The same thing happens at the next few stops. As more and more people hop on Bus A, it falls further and further behind schedule. As it falls further and further behind schedule, more and more people accumulate at stops ahead of Bus A. Feedback loop ensues.
Meanwhile, as Bus A is falling further behind schedule, Bus B is increasingly getting ahead of schedule. Since Bus A was late, the gap in time between Bus A and Bus B is now smaller than anticipated. That smaller gap in time means that fewer people have accumulated (i.e. people who normally ride Bus B now ride Bus A). Less people to pick up means less people to drop off means less time at any given stop.
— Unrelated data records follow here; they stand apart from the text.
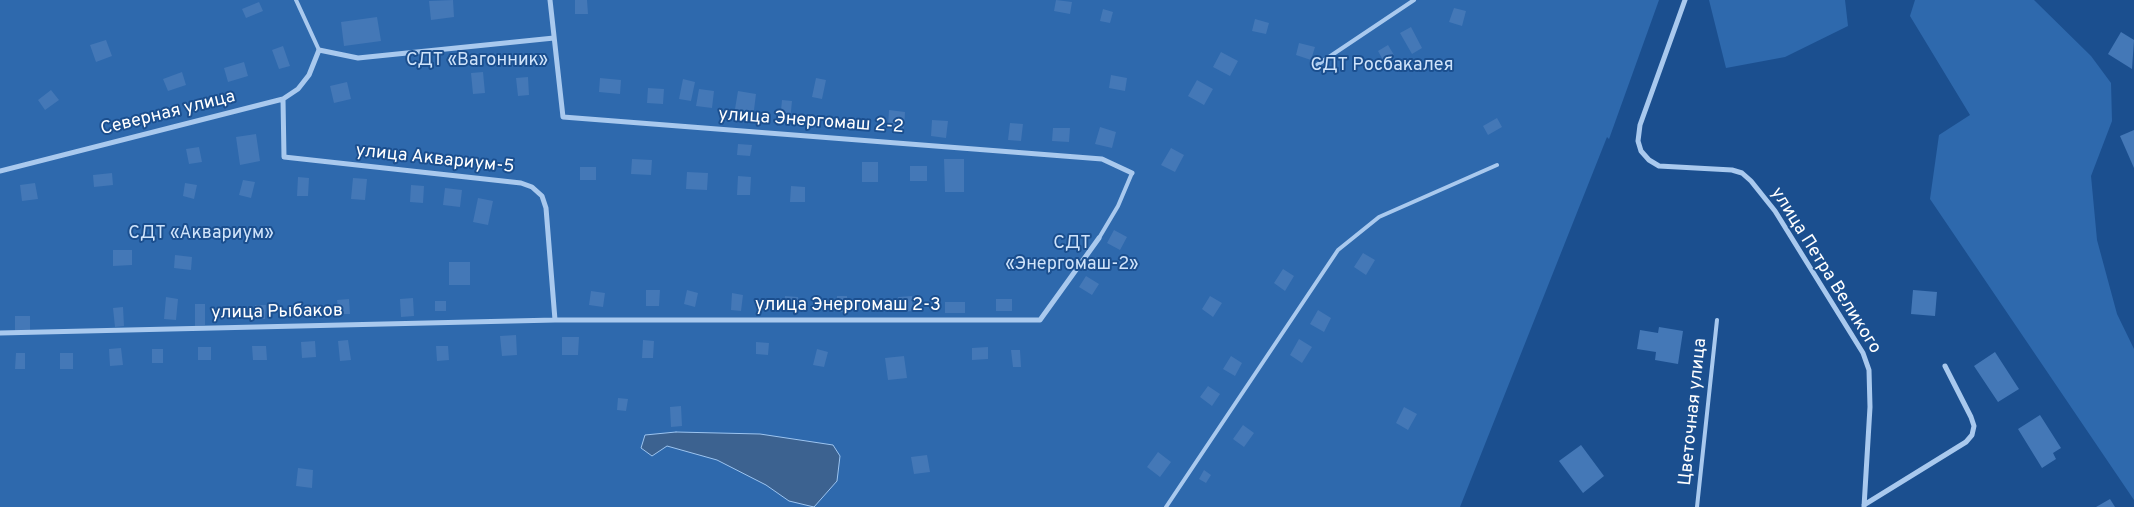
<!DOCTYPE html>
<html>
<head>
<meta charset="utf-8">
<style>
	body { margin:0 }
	canvas { display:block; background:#1b4f8f }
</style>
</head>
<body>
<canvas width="2134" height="507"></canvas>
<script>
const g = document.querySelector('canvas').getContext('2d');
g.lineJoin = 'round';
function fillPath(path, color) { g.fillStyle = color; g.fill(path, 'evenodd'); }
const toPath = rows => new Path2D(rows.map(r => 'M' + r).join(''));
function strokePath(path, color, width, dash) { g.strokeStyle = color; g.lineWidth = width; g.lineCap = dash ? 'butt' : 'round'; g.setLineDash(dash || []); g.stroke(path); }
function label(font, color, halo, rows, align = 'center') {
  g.font = font + ' Overpass,sans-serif'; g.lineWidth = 4; g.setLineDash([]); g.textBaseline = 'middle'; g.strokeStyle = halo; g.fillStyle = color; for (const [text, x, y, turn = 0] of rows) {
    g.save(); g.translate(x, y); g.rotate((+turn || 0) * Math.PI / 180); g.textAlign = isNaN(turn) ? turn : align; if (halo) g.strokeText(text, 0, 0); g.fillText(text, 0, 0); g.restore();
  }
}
const green = toPath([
	[0,0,1659,0,1609,139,1607,137,1460,507,0,507],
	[1709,0,1845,0,1848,26,1785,57,1726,68],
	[1915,0,2034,0,2091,56,2111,83,2112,121,2091,176,2097,240,2117,314,2134,349,2134,500,1930,199,1939,135,1970,115,1910,16]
]);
const water = toPath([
	[676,432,760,434,833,445,840,456,837,481,814,507,789,501,766,485,717,460,667,446,652,456,641,448,645,435,676,432]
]);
const building = toPath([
	[453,0,454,17,431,20,429,1],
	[575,0,587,0,588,14,575,14],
	[1056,0,1072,2,1070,14,1054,11],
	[259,2,263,11,246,18,242,9],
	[1454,8,1466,11,1462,26,1449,22],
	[1103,9,1113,12,1110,23,1100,21],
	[377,17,381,41,344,46,341,22],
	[1255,19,1269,23,1266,34,1252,31],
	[1411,27,1422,48,1412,54,1400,33],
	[2121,32,2134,40,2132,69,2108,54],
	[106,40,112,56,96,62,90,45],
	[1299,43,1315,47,1311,60,1296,55],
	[1388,45,1394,55,1383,60,1378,51],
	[283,46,290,66,279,69,272,50],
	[1221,52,1238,61,1230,76,1213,67],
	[244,62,248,76,228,82,224,68],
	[182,72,186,85,168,91,163,79],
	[483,72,485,93,473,94,471,73],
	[1111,75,1127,78,1125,91,1109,88],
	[528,77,529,95,518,96,516,78],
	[600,78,621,80,620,94,599,92],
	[816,78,826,80,822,99,812,97],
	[683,79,695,82,691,101,679,99],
	[1197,80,1213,89,1204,105,1188,96],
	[347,82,351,99,334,103,330,86],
	[648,88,664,89,663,104,647,103],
	[699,89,714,91,712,108,696,106],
	[51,90,59,100,45,110,38,100],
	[738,91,756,94,753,118,734,115],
	[782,100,792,101,790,121,780,120],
	[889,110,905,112,904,129,888,127],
	[1497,118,1502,127,1488,135,1483,126],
	[932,120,948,121,946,138,931,136],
	[1010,123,1023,124,1021,141,1008,140],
	[1100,127,1116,132,1112,148,1095,144],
	[1053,128,1070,128,1069,142,1052,141],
	[2134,130,2134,168,2120,136],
	[256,134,260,161,240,165,236,137],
	[738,144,752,145,750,156,737,155],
	[199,147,202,162,189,164,186,149],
	[1171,148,1184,155,1175,172,1161,165],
	[632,159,652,160,651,175,631,174],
	[944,159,964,159,964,192,945,192],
	[862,162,878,162,878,182,862,182],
	[910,166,927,166,927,181,910,181],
	[580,167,596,167,596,180,580,180],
	[687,172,708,173,707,190,686,189],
	[112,173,113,185,94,187,93,175],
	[738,176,751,177,750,195,737,195],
	[298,177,309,178,308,196,297,196],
	[353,178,367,179,365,200,351,199],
	[243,180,255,182,251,198,239,195],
	[35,183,38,199,22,201,20,185],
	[185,183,197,185,194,199,183,196],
	[411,185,424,186,423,203,410,202],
	[791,186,805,187,805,202,790,202],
	[445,188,462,190,460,207,443,205],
	[478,198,493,201,488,225,473,222],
	[1114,230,1127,237,1120,250,1107,243],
	[113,250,132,250,132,265,113,266],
	[1363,253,1375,260,1366,275,1354,267],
	[175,255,192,257,191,270,174,268],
	[449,262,470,262,470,285,449,285],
	[1283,269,1294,276,1285,291,1274,283],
	[1086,276,1099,284,1092,295,1079,287],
	[646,290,660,290,659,306,646,306],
	[687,290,698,293,695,307,684,304],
	[1913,290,1937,292,1935,316,1911,314],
	[591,291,605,293,603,307,589,305],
	[732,293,743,295,741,311,731,310],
	[785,296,798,297,797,312,784,310],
	[837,296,847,296,847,312,836,312],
	[912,296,913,311,899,312,898,297],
	[1210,296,1222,303,1213,317,1202,309],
	[166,297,178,299,176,320,164,319],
	[413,298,414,316,401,317,400,299],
	[349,299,350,314,339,314,337,300],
	[996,299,1012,299,1012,311,996,311],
	[435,301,446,301,446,311,435,311],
	[945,302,965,302,965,313,945,313],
	[195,304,205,304,205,325,195,326],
	[255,305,266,305,265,319,255,319],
	[123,307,124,326,115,327,113,308],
	[1318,310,1331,318,1324,332,1310,324],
	[15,316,30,316,30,331,15,331],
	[1659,327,1683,331,1678,364,1655,360,1656,352,1637,349,1640,330,1658,333],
	[516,335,517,355,502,356,500,336],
	[562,337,579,337,578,355,562,355],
	[1299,339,1312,347,1302,363,1290,355],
	[348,340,351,360,340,361,338,341],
	[643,340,654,341,653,358,642,358],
	[315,341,316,357,302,358,301,342],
	[756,342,769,343,768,355,756,354],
	[252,346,266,346,267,360,253,360],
	[436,346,448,346,449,360,437,361],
	[198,347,211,347,211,360,198,360],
	[988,347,988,359,972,360,972,348],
	[121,348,123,365,110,366,109,349],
	[152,349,163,349,163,363,152,363],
	[817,349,828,352,824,367,813,365],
	[1011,350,1020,350,1021,367,1013,367],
	[1995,352,2019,389,1998,402,1974,366],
	[16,353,25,353,25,369,15,369],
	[60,353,73,353,73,369,60,369],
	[904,356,907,378,888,380,885,358],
	[1231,356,1242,363,1235,376,1223,369],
	[1208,386,1220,394,1212,406,1200,397],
	[618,398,628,399,626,411,617,410],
	[681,406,682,426,671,427,670,407],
	[1404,407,1417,414,1408,430,1396,423],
	[2040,415,2061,448,2053,453,2056,459,2042,468,2018,429],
	[1243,425,1254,433,1244,447,1233,439],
	[1581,445,1604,476,1583,493,1559,461],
	[1158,452,1171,462,1160,477,1147,467],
	[927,455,930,472,914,474,911,457],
	[298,468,313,470,312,488,296,486],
	[1204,470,1211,475,1206,483,1199,479],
	[2110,499,2115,507,2096,507]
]);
const service = toPath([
	[296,0,319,50],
	[1314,67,1414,0],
	[1099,238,1118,206,1132,173],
	[1166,507,1338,250,1379,217,1497,165],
	[1697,507,1717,320]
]);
const minor = toPath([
	[550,0,563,117,1102,159,1132,173],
	[1685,0,1640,125,1638,141,1641,151,1649,160,1659,166,1732,170,1742,173,1751,181,1775,211,1863,353,1869,370,1870,407,1864,507],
	[283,99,284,157,521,183,532,187,542,196,546,208,555,320],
	[0,171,283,99,298,89,309,75,319,50,358,58,554,38],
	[0,333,555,320,1040,320,1099,238],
	[1864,505,1966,442,1972,435,1974,426,1971,417,1945,366]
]);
const parkNames = [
	["СДТ «Вагонник»",477,61],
	["СДТ Росбакалея",1382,66],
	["СДТ «Аквариум»",201,234],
	["СДТ",1072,244],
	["«Энергомаш-2»",1072,265]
];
const streetNames = [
	["Северная улица",168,114,-14],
	["улица Энергомаш 2-2",811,122,4],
	["улица Аквариум-5",435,160,6],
	["улица Петра Великого",1825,271,58],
	["улица Энергомаш 2-3",848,306],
	["улица Рыбаков",277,313,-1],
	["Цветочная улица",1694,412,-84]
];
fillPath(green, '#2e69ad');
fillPath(water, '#3c6290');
strokePath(water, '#9cc4f0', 1);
fillPath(building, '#4478b7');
strokePath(service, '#a9c9ee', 4);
strokePath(minor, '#a9c9ee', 5);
label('18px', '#cfe3fa', '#1b4f8f', parkNames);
label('18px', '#fff', '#1b4f8f', streetNames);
</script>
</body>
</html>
Bus B gets further ahead of schedule, narrowing the gap between it and Bus A. Another feedback loop.
Eventually, Bus B catches up to Bus A, and you get this very annoying scenario of a long wait-time followed by two back-to-back buses. Meanwhile, because B was so far ahead of schedule, the gap between it and Bus C starts to grow. Bus C starts taking on passengers that missed Bus B (because it came and left the stop earlier than the time listed) and starts to fall behind schedule. The cycle repeats.
There is a slight correction mechanism here. If the driver of Bus B is smart, she’ll drive ahead of Bus A and try to even out the load distribution by picking up those large masses of waiting passengers that otherwise would’ve hopped on Bus A. Still, it’s not ideal. The delays and unpredictability is frustrating as heck, but I’m not sure how’d you get around it. Thoughts?